Volume 93, Issue 48

Wednesday, November 24, 1999


ARTS AND ENTERTAINMENT

Bringing their northern touch

Sleepy Hollow confused as a headless chicken

Kinder too slow and depressing

Ancient unmasks too much horror

Sleepy Hollow confused as a headless chicken




Photo by Clive Coote
BETWEEN HIS SCISSOR HANDS AND HER BLINDFOLD, ICHABOD AND KATRINA HAD THE MAKINGS FOR A HIGHLY EVENTFUL EVENING. Johnny Depp and Christina Ricci team up for Tim Burton's new suspense thriller, Sleepy Hollow.


By Anthony Turow
Gazette Staff

The world in Tim Burton's new film, Sleepy Hollow, is so well imagined visually – equal parts gothic nightmare and baroque painting – that it's a shame one has to leave the theatre feeling so disappointed.

Based on Washington Irving's classic tale about the Headless Horseman and the havoc he wreaks on a titular New York town, this version just doesn't translate well to the big screen. Tension never adequately builds and characters seem to wander on and off the screen just to help explain parts of a story which seems unnecessarily convoluted to begin with.

Johnny Depp stars as Ichabod Crane, a constable brought from New York City to examine a recent wave of murders in which each of the victims has been beheaded. Depp's performance is excellent – he plays Crane with a perfect mix of paranoia and fear. That said, he very well may be the most effeminate, cowardly hero in film history, fainting constantly and cowering like a little girl at even the slightest hint of danger.

Christina Ricci doesn't fare quite as well. Her performance as Katrina Van Tassel, the daughter of one of the town's elders, is way off the mark. Period dialogue sounds clunky coming out of her mouth – she just doesn't sell her lines. Most of her screen time is spent with Depp and she can't hold her own. Depp creates a character, whereas Ricci just says her lines and leaves.

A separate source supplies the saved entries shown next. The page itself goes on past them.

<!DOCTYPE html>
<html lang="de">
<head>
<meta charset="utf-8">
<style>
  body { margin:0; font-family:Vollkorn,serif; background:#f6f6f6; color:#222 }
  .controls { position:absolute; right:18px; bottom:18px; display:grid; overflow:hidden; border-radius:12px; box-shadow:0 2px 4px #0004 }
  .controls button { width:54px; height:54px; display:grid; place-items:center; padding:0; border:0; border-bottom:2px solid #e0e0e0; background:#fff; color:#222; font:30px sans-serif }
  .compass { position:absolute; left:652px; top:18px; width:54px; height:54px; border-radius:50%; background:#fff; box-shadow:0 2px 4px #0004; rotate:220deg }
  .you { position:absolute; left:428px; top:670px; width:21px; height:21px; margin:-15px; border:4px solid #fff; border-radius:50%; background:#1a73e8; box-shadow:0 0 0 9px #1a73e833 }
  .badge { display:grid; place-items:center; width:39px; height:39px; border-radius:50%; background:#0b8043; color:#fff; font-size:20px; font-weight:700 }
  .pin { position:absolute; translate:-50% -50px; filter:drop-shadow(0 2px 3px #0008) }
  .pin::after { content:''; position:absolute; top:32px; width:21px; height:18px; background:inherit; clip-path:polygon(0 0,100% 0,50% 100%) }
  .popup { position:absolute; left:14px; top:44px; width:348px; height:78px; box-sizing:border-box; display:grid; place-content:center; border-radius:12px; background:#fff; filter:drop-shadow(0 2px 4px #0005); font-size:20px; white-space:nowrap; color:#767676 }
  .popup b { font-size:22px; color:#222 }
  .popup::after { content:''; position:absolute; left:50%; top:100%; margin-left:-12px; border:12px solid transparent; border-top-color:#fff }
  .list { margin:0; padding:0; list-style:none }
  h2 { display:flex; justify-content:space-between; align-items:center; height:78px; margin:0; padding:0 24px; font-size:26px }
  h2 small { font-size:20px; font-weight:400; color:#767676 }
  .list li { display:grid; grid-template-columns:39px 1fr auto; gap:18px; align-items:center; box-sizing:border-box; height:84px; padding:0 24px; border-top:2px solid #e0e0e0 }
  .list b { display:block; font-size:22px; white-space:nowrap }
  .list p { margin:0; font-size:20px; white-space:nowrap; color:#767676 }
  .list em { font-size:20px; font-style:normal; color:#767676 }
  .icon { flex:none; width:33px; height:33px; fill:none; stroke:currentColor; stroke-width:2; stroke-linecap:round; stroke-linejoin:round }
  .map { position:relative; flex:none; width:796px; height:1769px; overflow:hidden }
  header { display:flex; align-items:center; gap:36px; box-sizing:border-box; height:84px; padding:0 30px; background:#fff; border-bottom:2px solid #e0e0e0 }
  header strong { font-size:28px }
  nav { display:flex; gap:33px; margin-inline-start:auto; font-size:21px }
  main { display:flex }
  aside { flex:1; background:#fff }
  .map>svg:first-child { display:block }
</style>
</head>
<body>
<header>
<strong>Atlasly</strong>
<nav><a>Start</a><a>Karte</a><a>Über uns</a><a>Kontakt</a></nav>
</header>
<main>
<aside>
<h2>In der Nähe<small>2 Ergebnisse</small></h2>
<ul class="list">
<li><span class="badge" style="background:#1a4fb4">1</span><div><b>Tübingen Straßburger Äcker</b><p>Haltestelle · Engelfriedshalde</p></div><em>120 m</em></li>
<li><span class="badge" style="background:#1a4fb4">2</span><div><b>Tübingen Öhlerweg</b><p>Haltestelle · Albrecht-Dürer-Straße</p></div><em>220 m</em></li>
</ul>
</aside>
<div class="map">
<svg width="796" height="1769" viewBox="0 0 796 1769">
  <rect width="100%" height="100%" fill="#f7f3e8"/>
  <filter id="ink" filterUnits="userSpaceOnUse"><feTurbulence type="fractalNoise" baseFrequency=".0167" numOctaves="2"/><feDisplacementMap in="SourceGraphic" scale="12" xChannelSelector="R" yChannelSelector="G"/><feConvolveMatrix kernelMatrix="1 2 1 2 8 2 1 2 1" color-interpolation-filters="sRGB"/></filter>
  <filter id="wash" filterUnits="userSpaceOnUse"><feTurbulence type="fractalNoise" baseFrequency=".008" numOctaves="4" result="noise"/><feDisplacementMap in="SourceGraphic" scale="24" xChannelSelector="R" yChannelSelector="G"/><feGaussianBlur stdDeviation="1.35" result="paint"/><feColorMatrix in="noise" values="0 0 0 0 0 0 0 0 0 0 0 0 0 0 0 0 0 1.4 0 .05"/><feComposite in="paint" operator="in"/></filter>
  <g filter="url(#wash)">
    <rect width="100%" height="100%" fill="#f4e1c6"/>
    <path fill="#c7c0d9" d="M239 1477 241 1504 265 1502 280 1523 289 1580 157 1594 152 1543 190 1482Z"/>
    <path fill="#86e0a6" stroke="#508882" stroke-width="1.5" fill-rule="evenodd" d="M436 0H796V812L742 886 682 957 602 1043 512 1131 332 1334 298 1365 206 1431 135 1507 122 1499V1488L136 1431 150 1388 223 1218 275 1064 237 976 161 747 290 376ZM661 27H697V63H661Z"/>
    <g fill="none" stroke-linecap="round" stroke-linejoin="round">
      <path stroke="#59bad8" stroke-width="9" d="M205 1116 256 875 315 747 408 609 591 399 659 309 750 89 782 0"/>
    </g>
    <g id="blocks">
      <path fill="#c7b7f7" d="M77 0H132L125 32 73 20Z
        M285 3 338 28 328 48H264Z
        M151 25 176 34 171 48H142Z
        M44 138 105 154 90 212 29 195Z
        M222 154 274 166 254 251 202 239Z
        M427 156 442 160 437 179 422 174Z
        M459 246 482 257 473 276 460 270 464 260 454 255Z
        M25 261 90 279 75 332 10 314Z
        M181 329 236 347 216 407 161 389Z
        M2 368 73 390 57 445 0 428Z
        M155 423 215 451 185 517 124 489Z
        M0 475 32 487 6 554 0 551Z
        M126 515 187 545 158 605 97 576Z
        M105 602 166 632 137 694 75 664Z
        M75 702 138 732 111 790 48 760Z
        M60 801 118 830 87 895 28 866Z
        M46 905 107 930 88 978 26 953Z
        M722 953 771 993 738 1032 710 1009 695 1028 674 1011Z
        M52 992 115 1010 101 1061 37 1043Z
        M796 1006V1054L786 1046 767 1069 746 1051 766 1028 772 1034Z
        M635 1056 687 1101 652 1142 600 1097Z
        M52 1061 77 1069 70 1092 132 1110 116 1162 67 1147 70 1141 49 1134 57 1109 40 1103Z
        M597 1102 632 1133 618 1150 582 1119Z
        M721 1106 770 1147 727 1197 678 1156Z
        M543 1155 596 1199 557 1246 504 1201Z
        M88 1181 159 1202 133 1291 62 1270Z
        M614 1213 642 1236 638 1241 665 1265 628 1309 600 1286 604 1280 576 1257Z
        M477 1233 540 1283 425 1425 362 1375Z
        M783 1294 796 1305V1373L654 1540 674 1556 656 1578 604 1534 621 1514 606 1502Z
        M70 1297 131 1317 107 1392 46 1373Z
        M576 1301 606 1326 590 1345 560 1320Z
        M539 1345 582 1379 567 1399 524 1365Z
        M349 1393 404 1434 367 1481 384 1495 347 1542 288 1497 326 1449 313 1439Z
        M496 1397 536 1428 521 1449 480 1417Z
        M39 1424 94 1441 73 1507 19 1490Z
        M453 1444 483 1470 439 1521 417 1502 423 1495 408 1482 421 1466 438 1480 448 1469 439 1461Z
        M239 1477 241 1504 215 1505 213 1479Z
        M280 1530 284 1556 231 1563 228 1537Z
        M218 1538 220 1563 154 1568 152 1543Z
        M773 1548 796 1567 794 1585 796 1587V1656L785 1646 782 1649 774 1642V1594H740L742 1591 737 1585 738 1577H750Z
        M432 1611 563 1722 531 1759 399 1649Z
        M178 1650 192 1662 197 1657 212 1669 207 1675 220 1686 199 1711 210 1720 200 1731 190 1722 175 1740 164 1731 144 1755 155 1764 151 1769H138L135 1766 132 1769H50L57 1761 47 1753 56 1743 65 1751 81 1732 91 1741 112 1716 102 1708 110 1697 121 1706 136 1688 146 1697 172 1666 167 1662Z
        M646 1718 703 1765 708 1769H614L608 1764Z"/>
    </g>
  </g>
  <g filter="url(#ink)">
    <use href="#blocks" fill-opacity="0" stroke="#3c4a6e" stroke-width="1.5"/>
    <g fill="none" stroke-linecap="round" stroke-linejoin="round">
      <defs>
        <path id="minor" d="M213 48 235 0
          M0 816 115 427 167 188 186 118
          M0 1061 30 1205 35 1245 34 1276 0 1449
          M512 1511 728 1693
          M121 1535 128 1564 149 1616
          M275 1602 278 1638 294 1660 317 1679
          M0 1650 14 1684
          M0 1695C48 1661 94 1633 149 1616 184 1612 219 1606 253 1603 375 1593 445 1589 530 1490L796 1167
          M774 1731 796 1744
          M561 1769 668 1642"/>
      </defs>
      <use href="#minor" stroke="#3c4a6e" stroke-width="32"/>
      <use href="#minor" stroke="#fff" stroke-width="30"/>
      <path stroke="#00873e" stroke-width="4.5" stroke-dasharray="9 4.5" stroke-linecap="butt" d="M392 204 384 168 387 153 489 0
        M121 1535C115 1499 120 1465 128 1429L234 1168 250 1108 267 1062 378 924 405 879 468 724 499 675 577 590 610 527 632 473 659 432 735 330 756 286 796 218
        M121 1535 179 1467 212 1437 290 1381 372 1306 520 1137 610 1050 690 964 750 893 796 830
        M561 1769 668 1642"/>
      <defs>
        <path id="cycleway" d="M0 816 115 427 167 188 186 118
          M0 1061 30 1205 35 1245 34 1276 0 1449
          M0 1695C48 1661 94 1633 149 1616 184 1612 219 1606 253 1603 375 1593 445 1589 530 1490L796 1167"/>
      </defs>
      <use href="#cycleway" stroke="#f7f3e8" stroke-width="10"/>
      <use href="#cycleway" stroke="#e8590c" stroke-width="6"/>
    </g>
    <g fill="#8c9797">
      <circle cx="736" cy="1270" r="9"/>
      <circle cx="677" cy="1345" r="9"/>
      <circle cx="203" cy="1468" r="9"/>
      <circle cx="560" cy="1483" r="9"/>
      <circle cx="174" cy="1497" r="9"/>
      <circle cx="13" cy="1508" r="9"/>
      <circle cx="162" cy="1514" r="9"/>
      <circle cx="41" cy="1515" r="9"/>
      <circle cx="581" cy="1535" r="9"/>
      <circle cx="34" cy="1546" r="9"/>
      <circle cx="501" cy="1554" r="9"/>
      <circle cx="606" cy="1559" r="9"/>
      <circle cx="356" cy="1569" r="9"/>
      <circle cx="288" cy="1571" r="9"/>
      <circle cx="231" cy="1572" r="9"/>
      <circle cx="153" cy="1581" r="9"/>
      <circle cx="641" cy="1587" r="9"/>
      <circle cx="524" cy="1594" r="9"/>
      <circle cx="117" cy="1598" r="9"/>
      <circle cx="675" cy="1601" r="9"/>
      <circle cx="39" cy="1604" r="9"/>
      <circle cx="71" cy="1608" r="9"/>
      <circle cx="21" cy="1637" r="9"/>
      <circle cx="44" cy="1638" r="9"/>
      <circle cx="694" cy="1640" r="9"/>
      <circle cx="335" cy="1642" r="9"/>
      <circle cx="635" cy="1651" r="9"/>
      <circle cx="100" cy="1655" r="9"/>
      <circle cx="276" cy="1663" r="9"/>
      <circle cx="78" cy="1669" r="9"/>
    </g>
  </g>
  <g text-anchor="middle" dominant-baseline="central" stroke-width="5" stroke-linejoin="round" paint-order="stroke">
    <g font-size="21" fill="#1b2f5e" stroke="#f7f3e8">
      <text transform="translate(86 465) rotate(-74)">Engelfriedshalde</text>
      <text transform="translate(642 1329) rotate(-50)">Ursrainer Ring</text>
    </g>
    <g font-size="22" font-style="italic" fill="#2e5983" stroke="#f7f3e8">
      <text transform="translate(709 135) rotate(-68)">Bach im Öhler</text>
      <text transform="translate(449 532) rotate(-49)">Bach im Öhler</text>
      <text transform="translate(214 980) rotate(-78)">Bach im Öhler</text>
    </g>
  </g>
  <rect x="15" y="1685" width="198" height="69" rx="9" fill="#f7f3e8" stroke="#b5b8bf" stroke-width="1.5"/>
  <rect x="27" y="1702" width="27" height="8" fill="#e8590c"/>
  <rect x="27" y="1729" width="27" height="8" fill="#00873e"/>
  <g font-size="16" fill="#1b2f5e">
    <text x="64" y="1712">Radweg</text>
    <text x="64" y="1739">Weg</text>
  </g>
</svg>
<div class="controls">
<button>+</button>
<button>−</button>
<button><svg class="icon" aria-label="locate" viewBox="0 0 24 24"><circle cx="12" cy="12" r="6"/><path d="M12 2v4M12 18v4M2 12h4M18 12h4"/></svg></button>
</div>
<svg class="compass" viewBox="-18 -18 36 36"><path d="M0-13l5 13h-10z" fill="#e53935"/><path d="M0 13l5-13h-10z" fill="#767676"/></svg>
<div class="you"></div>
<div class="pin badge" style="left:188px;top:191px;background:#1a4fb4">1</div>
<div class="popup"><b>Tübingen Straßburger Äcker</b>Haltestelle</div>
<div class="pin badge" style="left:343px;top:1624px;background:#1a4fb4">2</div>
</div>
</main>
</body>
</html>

Pity poor Tim Burton. Without exaggeration, he is one of the most brilliant visual storytellers around. His movies resonate with rich, hallucinatory imagery which emulate cartoons and graphic novels. Burton puts his distinctive gonzo stamp on every movie he makes. The problem, as Sleepy Hollow illustrates, is that when he doesn't have a coherent script he pours on the atmosphere to compensate and it shows. He needs strong source material to compliment his vision and curb his tendency to get too self-indulgent.

Screenwriter Andrew Kevin Walker's (Seven) first misstep is trying to make the story too complicated. What we expect is a chiller that pits man against a dark demon from the depths of hell. What we get is a confused movie which tries to do too much at once. The Horseman still does his share of slicing and scaring, but there are also unnecessary subplots involving conspiracies and witchcraft. It's conceivable that Burton and Walker intended to flesh out Irving's story, but all they do is weigh it down. It's tough to be scared when you're being bombarded with extraneous plot devices.

In spite of it's shortcomings, Sleepy Hollow isn't entirely horrible. Depp brings a much needed sense of humour to his role and numerous parts are filled admirably by veteran horror actors Christopher Lee and Michael Gough. Christopher Walken is also quite menacing as the Horseman before his, ahem, accident. These things, along with the cool aesthetics of the film, will keep viewers from falling asleep. Maybe.